Shall I ever write another book as true as "Adam Bede?" The weight of the future presses on me, and makes itself felt even more than the deep satisfaction of the past and present.

Letter to John Blackwood, 20th April, 1859.

This myth about Liggins is getting serious, and must be put a stop to. We are bound not to allow sums of money to be raised on a false supposition of this kind. Don't you think it would be well for you to write a letter to the Times, to the effect that, as you find in some stupid quarters my letter has not been received as a bonâ-fide denial, you declare Mr. Liggins not to be the author of "Clerical Scenes" and "Adam Bede;" further, that any future applications to you concerning George Eliot will not be answered, since that writer is not in need of public benevolence. Such a letter might save us from future annoyance and trouble, for I am rather doubtful about Mr. Liggins's character. The last report I heard of him was that he spent his time in smoking and drinking. I don't know whether that is one of the data for the Warwickshire logicians who have decided him to be the author of my books.

Journal, 1859.

April 29.– To-day Blackwood sent me a letter from Bulwer, which I copy because I have to send back the original, and I like to keep in mind the generous praise of one author for another.

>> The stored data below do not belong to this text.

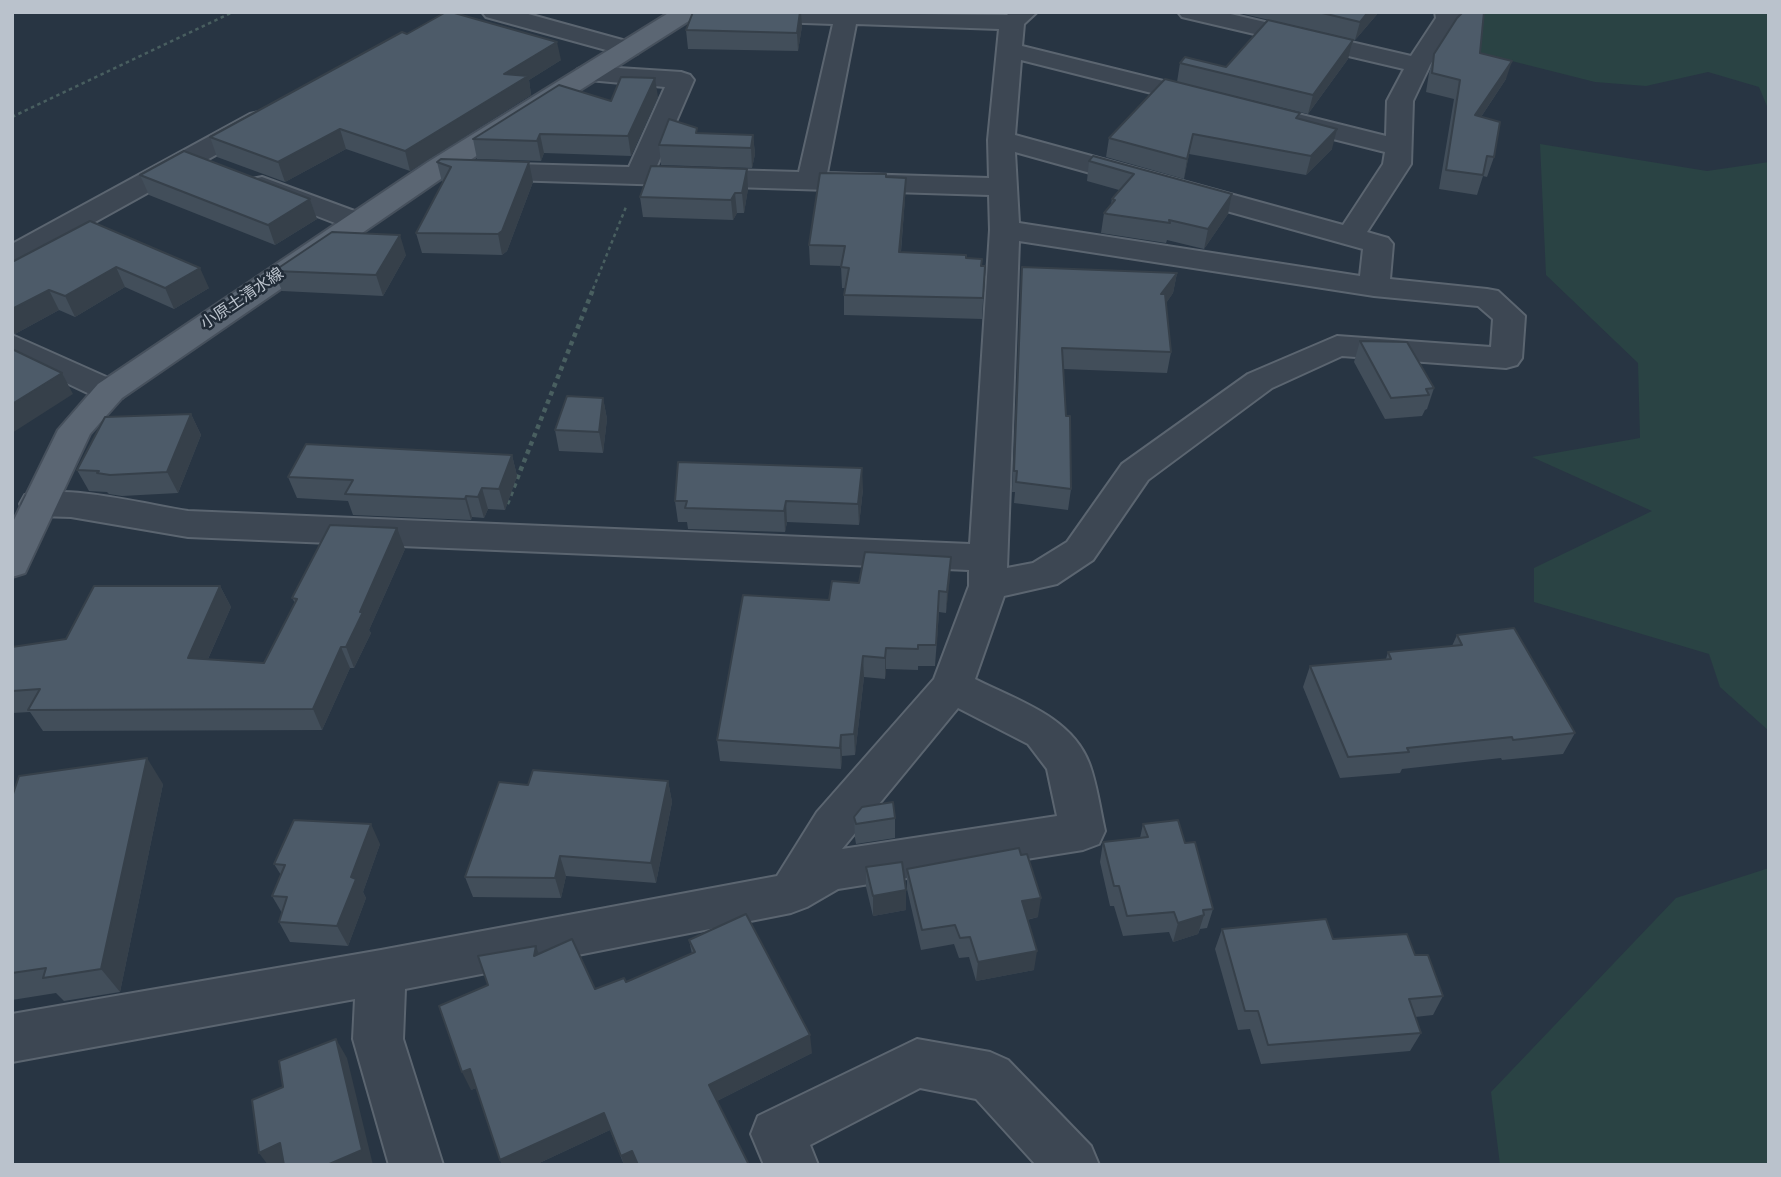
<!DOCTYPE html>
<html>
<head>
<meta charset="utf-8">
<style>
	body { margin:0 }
	#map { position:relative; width:1781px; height:1177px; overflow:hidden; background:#283543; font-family:Overpass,sans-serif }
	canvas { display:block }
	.frame { position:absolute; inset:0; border:14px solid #bac2cc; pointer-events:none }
</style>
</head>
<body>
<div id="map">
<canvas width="1781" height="1177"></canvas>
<div class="frame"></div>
</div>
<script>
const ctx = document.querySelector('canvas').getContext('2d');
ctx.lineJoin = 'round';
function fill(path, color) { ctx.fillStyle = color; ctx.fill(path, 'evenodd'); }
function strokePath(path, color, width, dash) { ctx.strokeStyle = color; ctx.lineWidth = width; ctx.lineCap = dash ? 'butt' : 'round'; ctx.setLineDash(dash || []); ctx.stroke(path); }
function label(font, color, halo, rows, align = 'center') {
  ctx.font = font + ' Overpass,"Noto Sans JP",sans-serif'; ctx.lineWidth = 5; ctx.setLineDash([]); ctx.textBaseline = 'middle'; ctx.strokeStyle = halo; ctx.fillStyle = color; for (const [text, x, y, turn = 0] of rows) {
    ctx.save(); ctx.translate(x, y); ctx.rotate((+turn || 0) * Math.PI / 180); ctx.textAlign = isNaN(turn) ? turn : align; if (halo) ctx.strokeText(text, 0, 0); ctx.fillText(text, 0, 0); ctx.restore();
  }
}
fill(new Path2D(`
	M1463 12H1769V111L1759 87 1708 72 1646 86 1595 82 1472 51Z
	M1540 144 1707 171 1769 162V731L1720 687 1709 654 1534 602V568L1652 511 1532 457 1640 438 1638 363 1546 275Z
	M1769 868V1165H1500L1491 1092 1676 898Z`), '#2a4344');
const minor = new Path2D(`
	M482 12H521L637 44 640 49 637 54 628 56 486 17Z
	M737 12 1007 15 1010 12H1037L1024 24 1022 46 1216 94 1220 99 1216 104 1207 107 1021 60 1015 135 1343 225 1383 164 1385 152 1277 125 1273 119 1277 113 1286 111 1386 136 1387 101 1404 69 1182 17 1178 12H1222L1411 56 1436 18 1435 12H1459L1460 18 1430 65 1413 101 1411 164 1367 232 1388 238 1393 244 1390 279 1487 289 1498 291 1525 316 1522 358 1517 365 1506 368 1342 356 1272 388 1148 480 1093 560 1057 584 1004 596 975 679C1016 700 1071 716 1089 763 1097 784 1100 809 1105 831L1099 844 1083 850 838 889 807 907 791 913 405 989 403 1039 443 1165H389L353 1039 355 999 12 1062V1014L381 950 777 876 817 812 934 679 969 586V570L188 537 71 517 38 516 25 513 20 504 25 495C67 484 144 504 188 511L970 544 990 230 989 195 477 179 467 177 463 171 467 165 477 163 629 167 665 87 578 79 574 74 578 69 587 66 681 72 690 75 694 80 656 168 799 172 833 24 748 21 740 19ZM856 24 999 29 988 140 989 178 827 173ZM1015 152 1363 249 1360 276 1019 223ZM1019 241 1374 296 1478 306 1493 319 1491 347 1337 336 1248 374 1122 464 1067 542 1033 563 1007 568ZM958 708 1028 744 1047 769 1057 816 842 849Z
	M259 112 268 114 272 120 268 126 23 262 12 265V244L250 114Z
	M262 177 368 216 372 222 368 228 358 231 348 228 252 191 248 185 252 179Z
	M12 335 122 384 127 391 122 398 110 401 98 398 12 357Z
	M917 1039 990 1052 1008 1060 1091 1146 1099 1165H1036L976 1099 920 1088 810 1145 818 1165H764L751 1134 758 1116Z`);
const major = new Path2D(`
	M670 12H699L695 17 448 174 122 398 90 434 25 573 12 577V524L58 430 98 384 428 162Z`);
strokePath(minor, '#5b6570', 4);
strokePath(major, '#46505c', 4);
strokePath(new Path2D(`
	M12 117 233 12
	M593 289 626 207`), '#495f60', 2.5, [3.5, 3.5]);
strokePath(new Path2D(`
	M507 504 594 287`), '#495f60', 4.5, [4.5, 4.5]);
fill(minor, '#3d4753');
fill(major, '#5b6673');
fill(new Path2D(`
	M1235 12H1379L1355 40Z
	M802 26 798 51 688 49 686 30Z
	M407 34 561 60 529 80 531 95 410 171 346 149 285 182 217 157 210 137Z
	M1353 40 1348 59 1308 114 1177 82 1180 63 1226 67Z
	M1480 53 1506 79 1481 117 1494 157 1487 177 1483 176 1477 195 1439 189 1454 99 1426 92 1429 73 1434 54Z
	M658 97 631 156 544 153 541 161 477 159 473 139 611 101Z
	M1299 119 1332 149 1306 175 1189 154 1184 179 1106 157 1109 138Z
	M697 133 753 135 755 154 752 168 661 165 659 145Z
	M1089 161 1232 194 1228 214 1204 249 1167 240 1166 243 1101 233 1104 213 1111 204 1112 199 1119 190 1087 181Z
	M437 162 533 182 507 251 502 255 422 253 416 233 443 182H442Z
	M140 175 310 199 317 219 275 245 149 195Z
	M886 177 906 178 905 198 901 252 966 258 981 266H985L982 319 844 315V295L845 288H842L841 266 810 265 809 245Z
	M748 189 744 213H737L733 220 643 217 640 197Z
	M90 221 209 288 174 309 125 287 75 317 59 310 15 334 12 333V262Z
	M406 255 383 296 282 291 274 271Z
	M1022 267 1177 273 1173 293 1166 303 1171 352 1167 373 1063 369 1071 489 1068 510 1014 503 1015 492H1012Z
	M1360 341 1434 388 1427 409 1425 410 1422 416 1385 419 1354 362Z
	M603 398 607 419 603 453 559 451 555 430Z
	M191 414 201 435 178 493 122 496 109 494 107 492 89 491 77 470Z
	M512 455 517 476 505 510 488 509 484 518 472 517 471 520 353 515 348 501 297 498 288 477Z
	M863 489 859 525 787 522 785 532 688 529 687 522H678L675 501Z
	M405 549 369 630 371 633 354 668H350L322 730 43 731 30 712 12 713V647L66 639 220 586 231 607 208 659 264 663 295 603 292 598Z
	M951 557 946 613 939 612 935 666H918V670L886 669 885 679 864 677 855 755 842 756 841 769 720 761 717 740 829 600 859 583Z
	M1457 635 1575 733 1563 754 1502 760 1501 758 1402 769 1400 773 1340 778 1303 687 1310 666 1386 659 1388 652 1452 646Z
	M668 781 672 802 656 883 566 876 561 898 473 897 465 877 528 785Z
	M163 784 120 992 64 1001 56 993 12 1000V797Z
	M854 817 895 818V838L856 844 855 838Z
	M1143 824 1185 843 1213 909 1207 928 1200 929 1198 934 1173 942 1169 932 1123 936 1114 906H1110L1100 862 1103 842 1140 838Z
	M380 844 363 892 366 898 348 946 290 942 279 922 282 913 272 896 281 875 274 864Z
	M866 867 906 890V910L873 916 866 887Z
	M907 869 1038 917 1027 920 1034 970 976 981 969 957 959 958 954 944 921 950 907 889Z
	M1222 929 1333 939 1415 955 1443 996 1433 1015 1415 1017 1421 1033 1410 1051 1261 1064 1250 1029 1238 1030 1215 949Z
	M689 940 812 1053 717 1101 749 1165H624L610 1130 535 1165H502L476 1088 471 1090 488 985 536 946 539 954 595 989 626 982 692 954Z`), '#424e5a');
fill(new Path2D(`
	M800 12H801L802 26 798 51 797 33Z
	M1368 12H1379L1355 40 1360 22Z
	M1353 40 1348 59 1308 114 1313 95Z
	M557 42 561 60 529 80 531 95 410 171 405 151 504 74Z
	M1512 61 1506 79 1469 135 1475 115Z
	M655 78 658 97 631 156 628 136Z
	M340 129 346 149 285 182 278 162Z
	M1337 129 1332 149 1306 175 1311 156Z
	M540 134 544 153 541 161 537 141Z
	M1193 134 1184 179 1187 159Z
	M753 135 755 154 752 168 751 148Z
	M529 162 533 182 507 251 502 255 498 234Z
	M747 169 748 189 744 213 742 193Z
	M906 178 905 198 899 273V252Z
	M735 193 737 213 733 220 731 200Z
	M1232 194 1228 214 1204 249 1208 229Z
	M310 199 317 219 275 245 268 225Z
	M400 235 406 255 383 296 376 275Z
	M116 267 125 287 75 317 65 296Z
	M200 268 209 288 174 309 165 288Z
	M1177 273 1173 293 1158 315 1161 294Z
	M49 290 59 310 15 334 12 328V309Z
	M62 373 73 394 12 433V404Z
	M603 398 607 419 603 453 599 432Z
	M191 414 201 435 178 493 167 472Z
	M512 455 517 476 505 510 499 489Z
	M862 468 863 489 859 525 858 504Z
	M482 488 488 509 484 518 478 497Z
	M466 496 472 517 471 520 465 499Z
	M786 501 787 522 785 532 784 511Z
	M397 528 405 549 369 630 371 633 354 668 346 647 360 612Z
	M951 557 950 578 946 613 947 592Z
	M220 586 231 607 199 679 188 658Z
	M341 647 350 668 322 730 313 709Z
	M886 648V669L885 679V658Z
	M863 656 864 677 855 755 854 734Z
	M841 735 842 756 841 769 840 748Z
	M147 758 163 784 120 992 101 969Z
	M668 781 672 802 656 883 651 863Z
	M371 824 380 844 363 892 366 898 348 946 337 926 351 877Z
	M560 856 566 876 561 898 555 878Z
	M906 890V910L873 916V896Z
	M1041 898 1038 917 1020 921 1022 901Z
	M1204 915 1198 934 1173 942 1178 923Z
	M536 946 543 965 534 956Z
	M1037 951 1034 970 976 981 978 962Z
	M810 1035 812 1053 713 1103 709 1085Z
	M336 1039 347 1058 373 1165H327Z
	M470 1069 479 1087 471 1090 462 1072Z
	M604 1113 610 1130 535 1165H502L500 1160Z
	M280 1143 285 1165H268L259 1153Z
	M632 1151 637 1165H624L621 1156Z`), '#36404a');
const building = new Path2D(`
	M446 12H451L557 42 504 74 528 76 405 151 340 129 278 162 210 137 402 32 407 34Z
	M693 12H800L797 33 686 30Z
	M1318 12H1368L1360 22Z
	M1463 12H1484L1480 53 1512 61 1475 115 1500 122 1494 157 1487 156 1483 175 1446 170 1460 80 1432 73 1434 54 1457 18Z
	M1268 20 1353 40 1313 95 1180 63 1185 57 1226 67Z
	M621 77 655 78 628 136 540 134 537 141 473 139 559 85 611 101Z
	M1165 79 1300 113 1296 118 1337 129 1311 156 1193 134 1187 159 1109 138Z
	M669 119 697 128 696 133 753 135 751 148 659 145Z
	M184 151 310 199 268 225 140 175Z
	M1093 156 1232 194 1208 229 1169 220 1170 223 1108 214 1104 213 1115 200 1112 199 1134 174 1089 161Z
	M441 159 529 162 502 231 498 234 416 233 451 167 437 162Z
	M651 166 747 169 742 193H735L731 200 640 197Z
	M820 173 886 174V177L906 178 899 252 966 255V258L982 259 981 266H985L983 298 844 295 849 268 841 267 845 246 809 245Z
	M90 221 200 268 165 288 116 267 65 296 49 290 12 309V262Z
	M332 232 400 235 376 275 274 271Z
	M1022 267 1177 273 1161 294H1165L1171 352 1062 348 1066 416H1070L1071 489 1016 482 1017 471H1014Z
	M1360 341 1407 342 1434 388 1426 389 1429 395 1391 398Z
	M12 349 62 373 12 404Z
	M567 396 603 398 599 432 555 430Z
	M191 414 167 472 110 475 97 473 99 471 77 470 105 417Z
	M306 444 512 455 499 489 482 488 478 497 466 496 465 499 345 494 353 480 288 477Z
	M678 462 862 468 858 504 786 501 784 511 685 508 687 501H675Z
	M330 525 397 528 360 612H363L346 647H341L313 709 28 710 40 689 12 691V647L66 639 94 586H220L188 658 264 663 297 599 292 598Z
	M865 552 951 557 947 592 939 591 936 645H918V649L886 648 885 658 863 656 854 734 841 735 840 748 717 740 743 595 829 600 832 581 859 583Z
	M1514 628 1575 733 1513 740 1512 737 1407 748 1409 752 1348 757 1310 666 1391 659 1388 652 1462 645 1457 635Z
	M147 758 101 969 43 978 46 968 12 973V797L19 776Z
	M533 770 668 781 651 863 560 856 555 878 465 877 499 782 528 785Z
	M893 802 895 818 856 824 854 817 862 807Z
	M294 820 371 824 351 877 356 879 337 926 279 922 287 897 272 896 285 865 274 864Z
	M1178 820 1185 843 1195 842 1213 909 1203 910 1204 915 1178 923 1174 912 1127 916 1119 886H1114L1103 842 1148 837 1143 824Z
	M1019 848 1021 855 1027 854 1041 898 1022 901 1037 951 978 962 970 937 960 938 955 925 922 930 907 869Z
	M902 862 906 890 873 896 866 867Z
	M746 914 810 1035 709 1085 749 1165H638L632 1151 621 1156 604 1113 500 1160 470 1069 462 1072 439 1006 488 985 478 956 536 946 534 956 572 939 595 989 624 978 626 982 695 952 689 940Z
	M1326 919 1333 939 1407 934 1415 955H1428L1443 996 1409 999 1421 1033 1268 1045 1258 1011H1245L1222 929Z
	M336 1039 362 1150 327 1165H284L280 1143 259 1153 252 1100 283 1087 279 1061Z`);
fill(building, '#4d5b69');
strokePath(building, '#36404a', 2);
label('16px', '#bac2cc', '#212c38', [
	["小原土清水線",243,300,-34]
]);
</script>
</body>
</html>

Letter from E. B. Lytton to John Blackwood.

"Malvern, April 24, 1859

"My dear Sir, – I ought long since to have thanked you for 'Adam Bede.' But I never had a moment to look at it till arriving here, and ordered by the doctors to abstain from all 'work.'

"I owe the author much gratitude for some very pleasing hours. The book indeed is worthy of great admiration. There are touches of beauty in the conception of human character that are exquisite, and much wit and much poetry embedded in the 'dialect,' which nevertheless the author over-uses.

"The style is remarkably good whenever it is English and not provincial – racy, original, and nervous.

"I congratulate you on having found an author of such promise, and published one of the very ablest works of fiction I have read for years. —

Yours truly,

E. B. L.

"I am better than I was, but thoroughly done up."

Journal, 1859.

April 29.– Finished a story – "The Lifted Veil" – which I began one morning at Richmond as a resource when my head was too stupid for more important work.

Resumed my new novel, of which I am going to rewrite the two first chapters. I shall call it provisionally "The Tullivers," for the sake of a title quelconque, or perhaps "St. Ogg's on the Floss."

Letter to John Blackwood, 29th April, 1859.

Thank you for sending me Sir Edward Lytton's letter, which has given me real pleasure. The praise is doubly valuable to me for the sake of the generous feeling that prompted it. I think you judged rightly about writing to the Times. I would abstain from the remotest appearance of a "dodge." I am anxious to know of any positive rumors that may get abroad; for while I would willingly, if it were possible – which it clearly is not – retain my incognito as long as I live, I can suffer no one to bear my arms on his shield.

There is one alteration, or rather an addition – merely of a sentence – that I wish to make in the 12s. edition of "Adam Bede." It is a sentence in the chapter where Adam is making the coffin at night, and hears the willow wand. Some readers seem not to have understood what I meant – namely, that it was in Adam's peasant blood and nurture to believe in this, and that he narrated it with awed belief to his dying day. That is not a fancy of my own brain, but a matter of observation, and is, in my mind, an important feature in Adam's character. There is nothing else I wish to touch. I will send you the sentence some day soon, with the page where it is to be inserted.